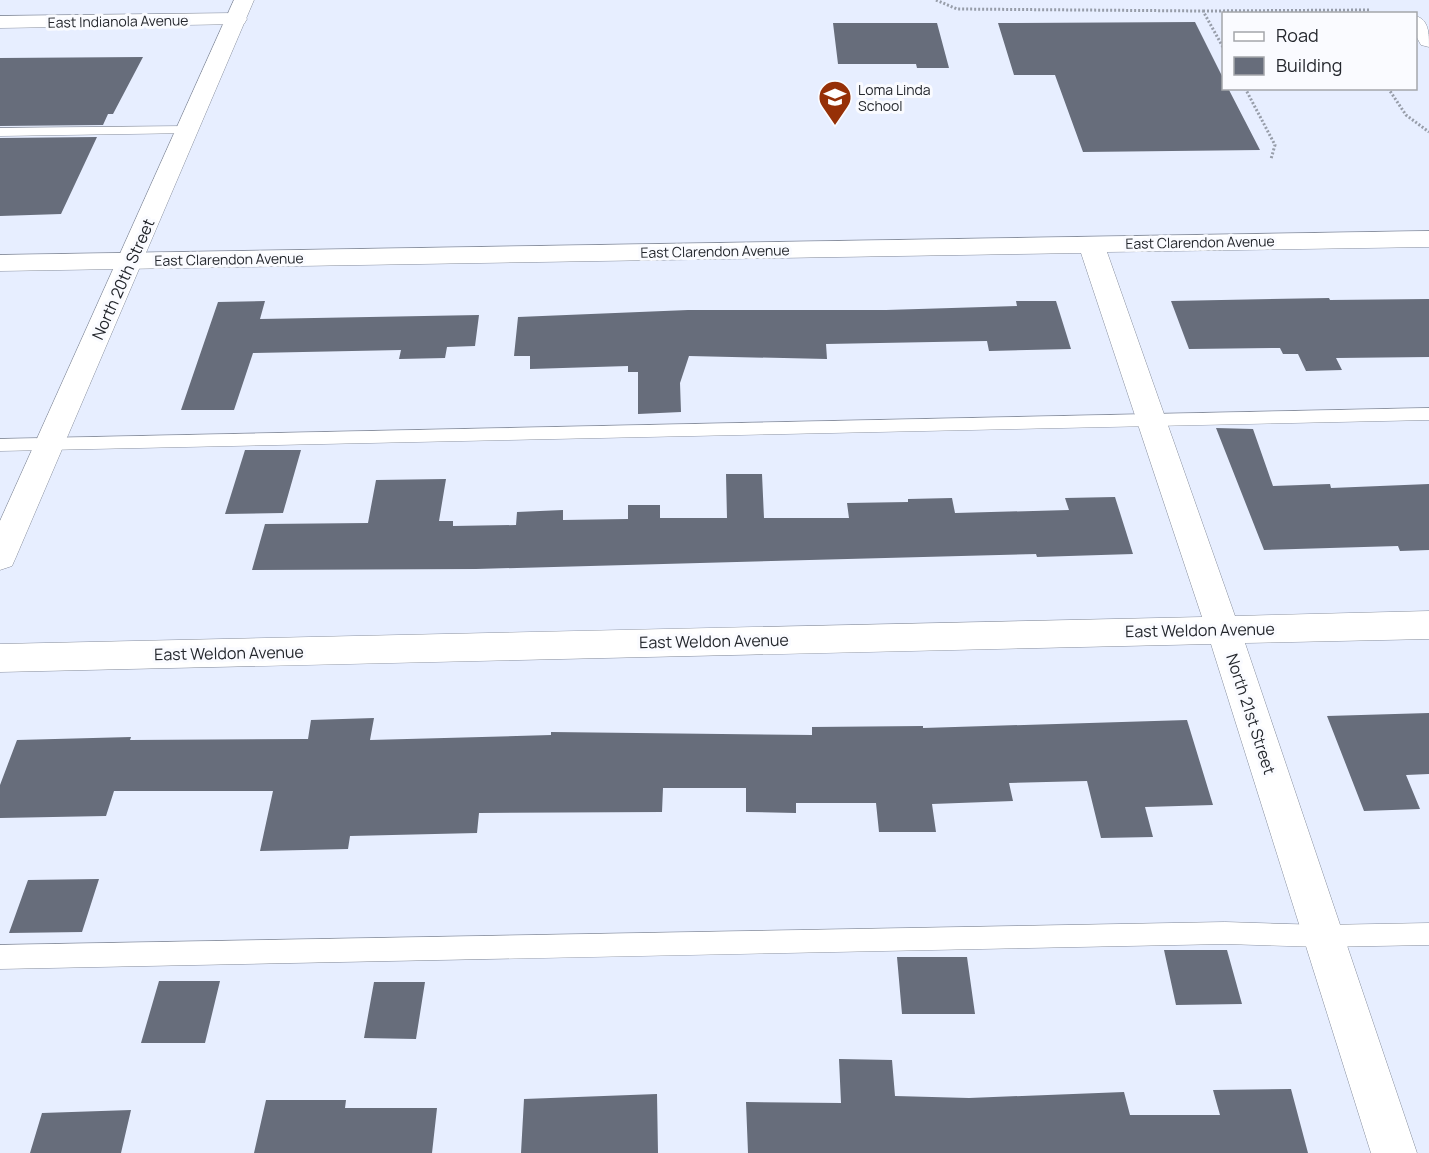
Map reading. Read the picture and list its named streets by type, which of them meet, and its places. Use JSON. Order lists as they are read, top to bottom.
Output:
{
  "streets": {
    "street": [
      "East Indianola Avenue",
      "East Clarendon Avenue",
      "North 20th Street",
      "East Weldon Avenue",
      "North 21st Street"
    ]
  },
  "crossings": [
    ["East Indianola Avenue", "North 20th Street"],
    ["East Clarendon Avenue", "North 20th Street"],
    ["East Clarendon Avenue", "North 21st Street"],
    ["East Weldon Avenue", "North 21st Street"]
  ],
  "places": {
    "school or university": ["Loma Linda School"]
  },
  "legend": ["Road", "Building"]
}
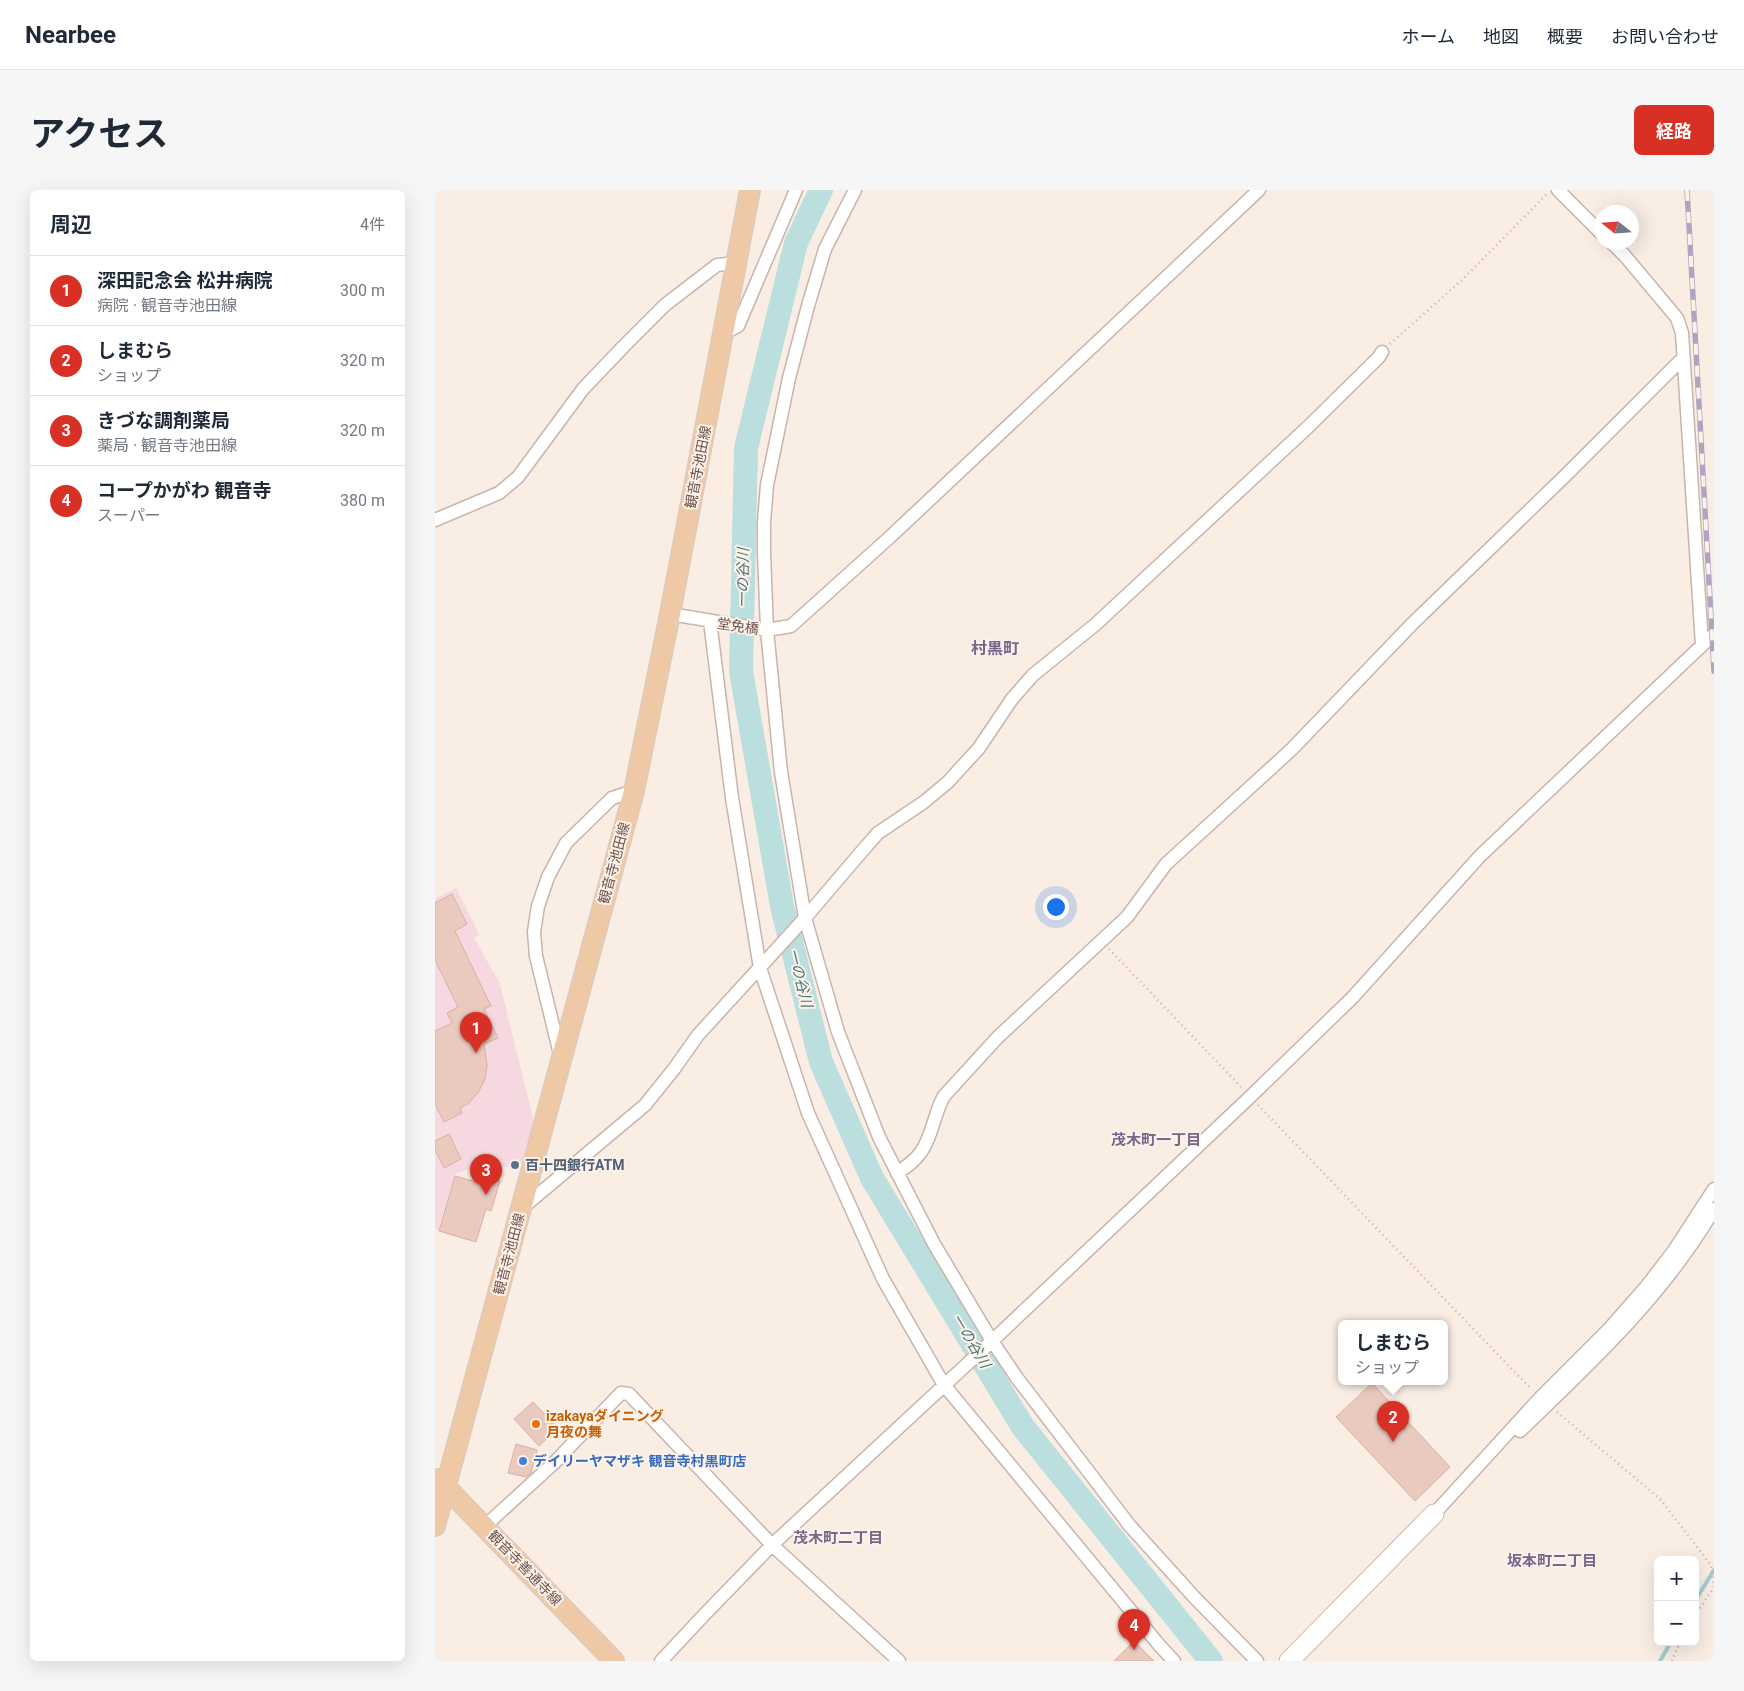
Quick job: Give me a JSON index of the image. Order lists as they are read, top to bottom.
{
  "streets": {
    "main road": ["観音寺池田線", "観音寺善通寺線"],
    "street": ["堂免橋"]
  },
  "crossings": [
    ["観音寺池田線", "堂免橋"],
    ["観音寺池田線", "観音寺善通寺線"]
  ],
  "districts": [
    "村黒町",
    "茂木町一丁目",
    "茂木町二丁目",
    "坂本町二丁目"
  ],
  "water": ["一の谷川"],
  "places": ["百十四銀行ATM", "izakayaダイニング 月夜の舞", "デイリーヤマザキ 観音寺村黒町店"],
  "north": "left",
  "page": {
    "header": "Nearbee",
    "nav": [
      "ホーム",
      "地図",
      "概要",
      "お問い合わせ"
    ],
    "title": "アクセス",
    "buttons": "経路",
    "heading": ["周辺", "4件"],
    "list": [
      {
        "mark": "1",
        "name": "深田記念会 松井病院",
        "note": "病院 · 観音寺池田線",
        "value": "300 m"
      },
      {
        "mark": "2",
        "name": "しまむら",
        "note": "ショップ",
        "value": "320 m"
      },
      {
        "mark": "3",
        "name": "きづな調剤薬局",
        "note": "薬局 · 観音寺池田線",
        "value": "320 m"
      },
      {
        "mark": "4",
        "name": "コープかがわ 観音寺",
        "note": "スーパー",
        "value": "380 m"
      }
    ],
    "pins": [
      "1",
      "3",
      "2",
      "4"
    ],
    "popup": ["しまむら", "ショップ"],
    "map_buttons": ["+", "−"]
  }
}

++++++

» **REQUIRED ACTION**:
Once the pictures are dropped, set down everything else in the records exactly.

» **SOLUTION BELOW**:
Map reading. Read the picture and list its named streets by type, which of them meet, and its places. Use JSON. Order lists as they are read, top to bottom.
Output:
{
  "streets": {
    "street": [
      "East Indianola Avenue",
      "East Clarendon Avenue",
      "North 20th Street",
      "East Weldon Avenue",
      "North 21st Street"
    ]
  },
  "crossings": [
    ["East Indianola Avenue", "North 20th Street"],
    ["East Clarendon Avenue", "North 20th Street"],
    ["East Clarendon Avenue", "North 21st Street"],
    ["East Weldon Avenue", "North 21st Street"]
  ],
  "places": {
    "school or university": ["Loma Linda School"]
  },
  "legend": ["Road", "Building"]
}
Quick job: Give me a JSON index of the image. Order lists as they are read, top to bottom.
{
  "streets": {
    "main road": ["観音寺池田線", "観音寺善通寺線"],
    "street": ["堂免橋"]
  },
  "crossings": [
    ["観音寺池田線", "堂免橋"],
    ["観音寺池田線", "観音寺善通寺線"]
  ],
  "districts": [
    "村黒町",
    "茂木町一丁目",
    "茂木町二丁目",
    "坂本町二丁目"
  ],
  "water": ["一の谷川"],
  "places": ["百十四銀行ATM", "izakayaダイニング 月夜の舞", "デイリーヤマザキ 観音寺村黒町店"],
  "north": "left",
  "page": {
    "header": "Nearbee",
    "nav": [
      "ホーム",
      "地図",
      "概要",
      "お問い合わせ"
    ],
    "title": "アクセス",
    "buttons": "経路",
    "heading": ["周辺", "4件"],
    "list": [
      {
        "mark": "1",
        "name": "深田記念会 松井病院",
        "note": "病院 · 観音寺池田線",
        "value": "300 m"
      },
      {
        "mark": "2",
        "name": "しまむら",
        "note": "ショップ",
        "value": "320 m"
      },
      {
        "mark": "3",
        "name": "きづな調剤薬局",
        "note": "薬局 · 観音寺池田線",
        "value": "320 m"
      },
      {
        "mark": "4",
        "name": "コープかがわ 観音寺",
        "note": "スーパー",
        "value": "380 m"
      }
    ],
    "pins": [
      "1",
      "3",
      "2",
      "4"
    ],
    "popup": ["しまむら", "ショップ"],
    "map_buttons": ["+", "−"]
  }
}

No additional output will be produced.